Convergence towards democracy
An overriding political sentiment expressed in the U.S. and frequently elsewhere says as China becomes increasingly wealthier, it will only naturally become increasingly more democratic. Fingleton dissects Thomas Friedman on this account, and defines Friedman's pattern as "the more controversial or implausible his conclusions, the less substantiation he feels is needed." [At this point, I began to appreciate Fingleton much more.] Within what Fingleton labels the Confucian work ethic, this will not happen, as the workers remain compliant to the authorities through many devices of blackmail, bribery, threats, and a system of law that is complex and used mainly for control of the population.
That in itself should be no surprise to those who watch how China operates within its domestic realm, but the U.S. corporations continue to foster the line that China is opening up, that things are getting progressively better, that more companies should operate in China - in essence becoming compliant themselves to the political demands of the Chinese hierarchy.
Savings and Debt
Another feature of Fingleton's thesis is the comparison of the forced savings - or "suppressed consumption" - domestically in China, and the all too eager and gross consumption of the U.S. The savings domestically are forced by trade tariffs against cheap imports, the guarded lower evaluation of the currency, the high cartel prices put on local sales, and a banking system that denies credit for property and consumer goods. In other words, in order to buy something, the Chinese have to save long and hard for it, thus providing large amounts of capital for investment in local businesses as well as guaranteeing high profits for businesses making them more competitive abroad.
The U.S. domestic market operates conversely to this, allowing huge - and obviously unmanageable or at best barely manageable - credit in order to keep the consumptive bubble going. The saving rate is zero or negative (depending on sources), the consumers continue to buy huge quantities of imported goods and the trade deficit balloons.
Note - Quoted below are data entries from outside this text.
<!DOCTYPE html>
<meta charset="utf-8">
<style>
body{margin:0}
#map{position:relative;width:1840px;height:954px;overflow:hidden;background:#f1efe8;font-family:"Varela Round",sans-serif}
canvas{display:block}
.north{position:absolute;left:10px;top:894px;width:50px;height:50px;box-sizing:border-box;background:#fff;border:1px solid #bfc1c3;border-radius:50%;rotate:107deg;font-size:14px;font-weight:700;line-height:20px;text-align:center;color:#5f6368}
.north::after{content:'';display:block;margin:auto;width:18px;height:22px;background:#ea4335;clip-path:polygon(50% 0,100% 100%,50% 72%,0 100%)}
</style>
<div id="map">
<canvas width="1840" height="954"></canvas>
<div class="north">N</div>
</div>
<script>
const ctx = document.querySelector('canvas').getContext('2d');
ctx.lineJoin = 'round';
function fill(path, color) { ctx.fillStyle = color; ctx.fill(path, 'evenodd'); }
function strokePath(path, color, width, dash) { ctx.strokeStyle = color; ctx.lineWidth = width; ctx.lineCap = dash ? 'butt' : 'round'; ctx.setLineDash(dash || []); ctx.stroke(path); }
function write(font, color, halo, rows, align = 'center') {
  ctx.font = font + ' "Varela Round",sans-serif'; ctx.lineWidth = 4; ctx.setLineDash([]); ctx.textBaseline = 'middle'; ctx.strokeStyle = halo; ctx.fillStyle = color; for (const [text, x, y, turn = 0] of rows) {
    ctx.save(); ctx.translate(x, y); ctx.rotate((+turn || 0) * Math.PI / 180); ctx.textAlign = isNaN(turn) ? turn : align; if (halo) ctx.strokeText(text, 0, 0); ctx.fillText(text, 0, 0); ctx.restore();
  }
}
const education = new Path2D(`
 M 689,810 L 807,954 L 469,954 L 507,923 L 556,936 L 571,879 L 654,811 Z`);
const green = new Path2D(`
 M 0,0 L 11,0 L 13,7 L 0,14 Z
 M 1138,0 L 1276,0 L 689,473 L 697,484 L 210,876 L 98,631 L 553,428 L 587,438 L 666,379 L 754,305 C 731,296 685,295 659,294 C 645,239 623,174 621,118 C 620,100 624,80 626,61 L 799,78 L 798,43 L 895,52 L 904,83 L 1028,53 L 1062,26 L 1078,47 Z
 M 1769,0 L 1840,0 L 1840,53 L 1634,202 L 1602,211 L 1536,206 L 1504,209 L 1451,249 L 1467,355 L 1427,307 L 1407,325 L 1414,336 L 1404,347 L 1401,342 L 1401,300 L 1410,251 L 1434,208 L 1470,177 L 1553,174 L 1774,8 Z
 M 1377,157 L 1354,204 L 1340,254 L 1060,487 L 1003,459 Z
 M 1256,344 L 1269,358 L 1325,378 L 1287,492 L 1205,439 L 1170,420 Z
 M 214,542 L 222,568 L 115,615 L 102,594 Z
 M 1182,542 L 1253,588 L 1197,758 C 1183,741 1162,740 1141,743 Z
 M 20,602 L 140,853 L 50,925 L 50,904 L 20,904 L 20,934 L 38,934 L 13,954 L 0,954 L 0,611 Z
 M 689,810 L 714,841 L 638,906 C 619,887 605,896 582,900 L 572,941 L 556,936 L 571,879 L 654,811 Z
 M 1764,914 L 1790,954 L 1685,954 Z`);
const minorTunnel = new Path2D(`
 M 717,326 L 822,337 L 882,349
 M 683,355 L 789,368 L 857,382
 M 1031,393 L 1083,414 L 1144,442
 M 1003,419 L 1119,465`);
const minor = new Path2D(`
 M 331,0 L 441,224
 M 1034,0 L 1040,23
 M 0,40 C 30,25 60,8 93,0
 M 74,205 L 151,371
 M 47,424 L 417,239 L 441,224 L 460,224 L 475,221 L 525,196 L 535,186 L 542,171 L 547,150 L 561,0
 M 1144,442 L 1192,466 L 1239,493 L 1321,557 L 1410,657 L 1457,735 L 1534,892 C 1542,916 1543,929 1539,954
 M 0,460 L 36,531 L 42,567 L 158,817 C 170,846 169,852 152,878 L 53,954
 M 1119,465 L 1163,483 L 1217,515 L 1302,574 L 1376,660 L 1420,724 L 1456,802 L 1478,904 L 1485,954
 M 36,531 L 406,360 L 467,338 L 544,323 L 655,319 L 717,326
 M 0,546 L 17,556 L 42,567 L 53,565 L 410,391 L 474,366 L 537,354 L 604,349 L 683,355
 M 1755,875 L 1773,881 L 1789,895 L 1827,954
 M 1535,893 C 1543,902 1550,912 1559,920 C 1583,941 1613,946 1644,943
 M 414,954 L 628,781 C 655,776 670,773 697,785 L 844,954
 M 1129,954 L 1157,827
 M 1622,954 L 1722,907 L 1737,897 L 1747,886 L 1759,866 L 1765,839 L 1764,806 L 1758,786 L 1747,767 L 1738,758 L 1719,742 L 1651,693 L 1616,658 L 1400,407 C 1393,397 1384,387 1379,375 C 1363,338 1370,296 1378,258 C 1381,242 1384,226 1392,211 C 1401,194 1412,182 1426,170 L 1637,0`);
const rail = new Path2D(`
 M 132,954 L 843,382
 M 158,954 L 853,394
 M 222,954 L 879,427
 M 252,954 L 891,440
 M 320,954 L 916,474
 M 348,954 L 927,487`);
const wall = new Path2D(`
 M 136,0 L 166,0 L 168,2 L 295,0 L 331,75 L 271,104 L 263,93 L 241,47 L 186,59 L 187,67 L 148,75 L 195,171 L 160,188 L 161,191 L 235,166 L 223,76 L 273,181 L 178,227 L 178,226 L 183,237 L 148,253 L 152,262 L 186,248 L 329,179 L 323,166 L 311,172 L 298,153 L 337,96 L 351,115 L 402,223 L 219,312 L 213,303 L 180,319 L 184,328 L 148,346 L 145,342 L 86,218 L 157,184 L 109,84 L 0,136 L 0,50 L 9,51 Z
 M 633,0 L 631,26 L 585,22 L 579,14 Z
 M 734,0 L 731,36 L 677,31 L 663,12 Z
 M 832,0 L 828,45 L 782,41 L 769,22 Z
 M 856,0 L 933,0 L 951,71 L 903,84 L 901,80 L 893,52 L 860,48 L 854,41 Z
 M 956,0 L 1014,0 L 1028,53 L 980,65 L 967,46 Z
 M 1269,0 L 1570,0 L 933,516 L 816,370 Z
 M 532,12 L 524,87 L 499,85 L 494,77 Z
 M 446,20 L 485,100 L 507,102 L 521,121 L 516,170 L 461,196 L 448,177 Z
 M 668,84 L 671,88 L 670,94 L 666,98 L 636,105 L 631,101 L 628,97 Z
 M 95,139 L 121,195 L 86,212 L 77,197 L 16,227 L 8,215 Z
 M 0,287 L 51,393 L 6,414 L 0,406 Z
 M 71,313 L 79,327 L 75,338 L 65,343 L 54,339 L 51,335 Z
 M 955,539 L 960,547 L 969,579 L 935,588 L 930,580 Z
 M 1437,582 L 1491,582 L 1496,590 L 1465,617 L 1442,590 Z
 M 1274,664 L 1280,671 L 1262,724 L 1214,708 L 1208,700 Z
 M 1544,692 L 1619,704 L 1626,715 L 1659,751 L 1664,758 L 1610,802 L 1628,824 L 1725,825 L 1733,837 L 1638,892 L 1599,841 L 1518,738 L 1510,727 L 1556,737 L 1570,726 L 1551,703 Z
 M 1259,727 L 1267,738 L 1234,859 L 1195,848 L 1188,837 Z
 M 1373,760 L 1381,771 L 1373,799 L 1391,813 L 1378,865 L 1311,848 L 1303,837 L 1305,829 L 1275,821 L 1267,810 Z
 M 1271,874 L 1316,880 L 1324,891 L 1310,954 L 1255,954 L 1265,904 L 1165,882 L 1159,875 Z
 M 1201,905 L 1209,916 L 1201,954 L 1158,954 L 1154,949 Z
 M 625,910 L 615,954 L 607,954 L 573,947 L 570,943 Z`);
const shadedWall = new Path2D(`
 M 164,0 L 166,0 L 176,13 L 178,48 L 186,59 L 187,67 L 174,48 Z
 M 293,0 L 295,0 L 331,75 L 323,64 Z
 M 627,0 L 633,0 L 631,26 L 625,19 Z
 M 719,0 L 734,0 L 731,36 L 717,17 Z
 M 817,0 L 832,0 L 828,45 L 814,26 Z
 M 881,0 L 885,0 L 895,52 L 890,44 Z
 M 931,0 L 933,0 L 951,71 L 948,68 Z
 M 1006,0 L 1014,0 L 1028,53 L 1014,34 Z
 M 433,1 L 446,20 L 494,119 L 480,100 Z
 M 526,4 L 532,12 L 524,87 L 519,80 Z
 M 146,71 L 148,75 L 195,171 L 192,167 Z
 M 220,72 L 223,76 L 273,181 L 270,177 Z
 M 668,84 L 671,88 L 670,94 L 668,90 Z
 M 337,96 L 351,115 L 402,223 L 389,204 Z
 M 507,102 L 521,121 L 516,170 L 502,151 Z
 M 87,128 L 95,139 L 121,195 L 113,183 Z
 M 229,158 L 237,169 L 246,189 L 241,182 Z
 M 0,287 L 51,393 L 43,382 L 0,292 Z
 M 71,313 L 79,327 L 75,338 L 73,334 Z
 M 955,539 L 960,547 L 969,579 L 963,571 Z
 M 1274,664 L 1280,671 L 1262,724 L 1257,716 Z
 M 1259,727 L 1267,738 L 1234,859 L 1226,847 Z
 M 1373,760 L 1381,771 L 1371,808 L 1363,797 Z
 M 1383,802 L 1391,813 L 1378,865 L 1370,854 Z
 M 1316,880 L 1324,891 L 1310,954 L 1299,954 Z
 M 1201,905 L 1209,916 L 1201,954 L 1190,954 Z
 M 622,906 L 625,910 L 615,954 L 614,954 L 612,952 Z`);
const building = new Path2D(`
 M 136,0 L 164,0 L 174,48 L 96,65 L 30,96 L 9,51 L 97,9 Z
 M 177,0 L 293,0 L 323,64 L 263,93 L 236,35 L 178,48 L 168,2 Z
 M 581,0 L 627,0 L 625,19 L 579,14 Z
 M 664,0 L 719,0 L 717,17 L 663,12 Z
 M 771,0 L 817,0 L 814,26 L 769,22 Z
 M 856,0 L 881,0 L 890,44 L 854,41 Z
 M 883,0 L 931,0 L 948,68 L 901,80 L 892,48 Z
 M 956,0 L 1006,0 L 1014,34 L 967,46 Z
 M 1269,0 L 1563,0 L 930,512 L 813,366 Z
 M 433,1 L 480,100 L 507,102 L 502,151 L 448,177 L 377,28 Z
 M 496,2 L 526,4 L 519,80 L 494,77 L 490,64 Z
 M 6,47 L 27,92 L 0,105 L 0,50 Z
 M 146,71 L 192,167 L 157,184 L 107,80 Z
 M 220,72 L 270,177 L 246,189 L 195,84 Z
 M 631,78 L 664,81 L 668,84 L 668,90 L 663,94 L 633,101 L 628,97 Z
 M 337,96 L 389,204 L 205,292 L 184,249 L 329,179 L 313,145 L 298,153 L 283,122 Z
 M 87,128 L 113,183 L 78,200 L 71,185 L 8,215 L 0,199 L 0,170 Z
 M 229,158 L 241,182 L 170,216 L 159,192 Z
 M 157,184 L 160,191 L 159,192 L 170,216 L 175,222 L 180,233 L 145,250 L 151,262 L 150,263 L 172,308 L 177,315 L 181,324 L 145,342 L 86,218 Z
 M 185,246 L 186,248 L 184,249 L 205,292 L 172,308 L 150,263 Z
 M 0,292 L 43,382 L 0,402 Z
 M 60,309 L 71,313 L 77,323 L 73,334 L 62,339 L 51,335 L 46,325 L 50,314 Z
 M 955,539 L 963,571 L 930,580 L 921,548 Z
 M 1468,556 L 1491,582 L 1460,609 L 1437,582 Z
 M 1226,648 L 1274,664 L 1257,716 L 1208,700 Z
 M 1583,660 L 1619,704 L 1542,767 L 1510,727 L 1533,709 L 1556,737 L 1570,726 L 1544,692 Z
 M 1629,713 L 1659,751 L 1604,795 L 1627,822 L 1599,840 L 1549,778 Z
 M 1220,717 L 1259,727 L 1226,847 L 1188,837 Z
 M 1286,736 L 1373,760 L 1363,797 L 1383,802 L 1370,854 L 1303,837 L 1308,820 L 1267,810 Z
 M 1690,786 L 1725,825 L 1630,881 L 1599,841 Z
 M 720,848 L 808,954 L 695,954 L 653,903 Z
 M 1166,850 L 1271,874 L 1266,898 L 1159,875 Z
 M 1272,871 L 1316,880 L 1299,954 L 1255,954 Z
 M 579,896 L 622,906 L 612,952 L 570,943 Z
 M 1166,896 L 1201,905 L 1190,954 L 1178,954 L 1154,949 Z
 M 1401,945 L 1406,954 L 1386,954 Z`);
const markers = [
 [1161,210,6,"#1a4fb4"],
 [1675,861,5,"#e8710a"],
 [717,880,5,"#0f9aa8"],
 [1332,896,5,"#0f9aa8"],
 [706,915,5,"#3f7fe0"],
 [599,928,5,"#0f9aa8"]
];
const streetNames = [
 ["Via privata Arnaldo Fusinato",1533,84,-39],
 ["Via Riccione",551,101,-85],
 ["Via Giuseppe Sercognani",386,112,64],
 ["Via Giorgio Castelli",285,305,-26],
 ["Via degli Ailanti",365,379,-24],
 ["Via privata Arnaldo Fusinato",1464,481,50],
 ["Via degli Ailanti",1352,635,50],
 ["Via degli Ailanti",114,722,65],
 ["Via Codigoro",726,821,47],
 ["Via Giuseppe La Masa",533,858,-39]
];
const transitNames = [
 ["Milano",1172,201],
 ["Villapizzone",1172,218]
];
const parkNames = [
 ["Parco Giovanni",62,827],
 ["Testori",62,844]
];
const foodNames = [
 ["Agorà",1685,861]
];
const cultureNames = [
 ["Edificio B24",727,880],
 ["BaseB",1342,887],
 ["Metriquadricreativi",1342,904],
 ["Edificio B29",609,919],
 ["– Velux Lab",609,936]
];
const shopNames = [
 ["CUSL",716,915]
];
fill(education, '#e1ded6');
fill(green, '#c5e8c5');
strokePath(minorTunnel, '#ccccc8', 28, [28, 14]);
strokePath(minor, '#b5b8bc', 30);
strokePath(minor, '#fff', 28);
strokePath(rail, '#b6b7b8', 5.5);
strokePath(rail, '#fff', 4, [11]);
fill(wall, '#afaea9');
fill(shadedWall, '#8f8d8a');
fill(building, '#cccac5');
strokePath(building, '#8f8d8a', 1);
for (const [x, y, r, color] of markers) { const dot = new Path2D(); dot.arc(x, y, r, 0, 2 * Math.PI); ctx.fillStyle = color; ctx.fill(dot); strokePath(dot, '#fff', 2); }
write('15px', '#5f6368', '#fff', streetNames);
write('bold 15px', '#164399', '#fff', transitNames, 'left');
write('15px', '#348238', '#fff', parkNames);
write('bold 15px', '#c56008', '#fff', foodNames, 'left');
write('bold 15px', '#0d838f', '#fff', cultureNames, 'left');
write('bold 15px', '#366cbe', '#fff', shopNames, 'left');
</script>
Written before the current debt crisis, the trade deficit and the budget deficit have placed the U.S. in a position in which "The reality is that every dollar America spends in projecting power abroad - indeed every dollar it spends on defense - has to be borrowed abroad."
We now have this amazing intersection of events in which China (and Japan) 'own' the U.S. and have ever increasing power to control it through its financial channels, its "foreign policy will be subject increasingly to a veto in Beijing." While Beijing will not flaunt this, they are certain to use it.
Japan (and Taiwan and Korea)
Fingleton examines the myth of Japanese "Americanization" at the end of World War II, and argues that while Japan superficially ordered its house similar to the U.S., they made sure that political and economic power remained in the hands of the keiretsu, the large business conglomerates and that the population at large, while able to vote, had little to say about the direction of the economy and society in general (which reminds of a saying I heard from several groups of Japanese ESL students that the "nail that stands out gets pounded back down.") Fingleton argues that the Japanese were leaders in exploiting U.S. ignorance and gullibility during the post war years.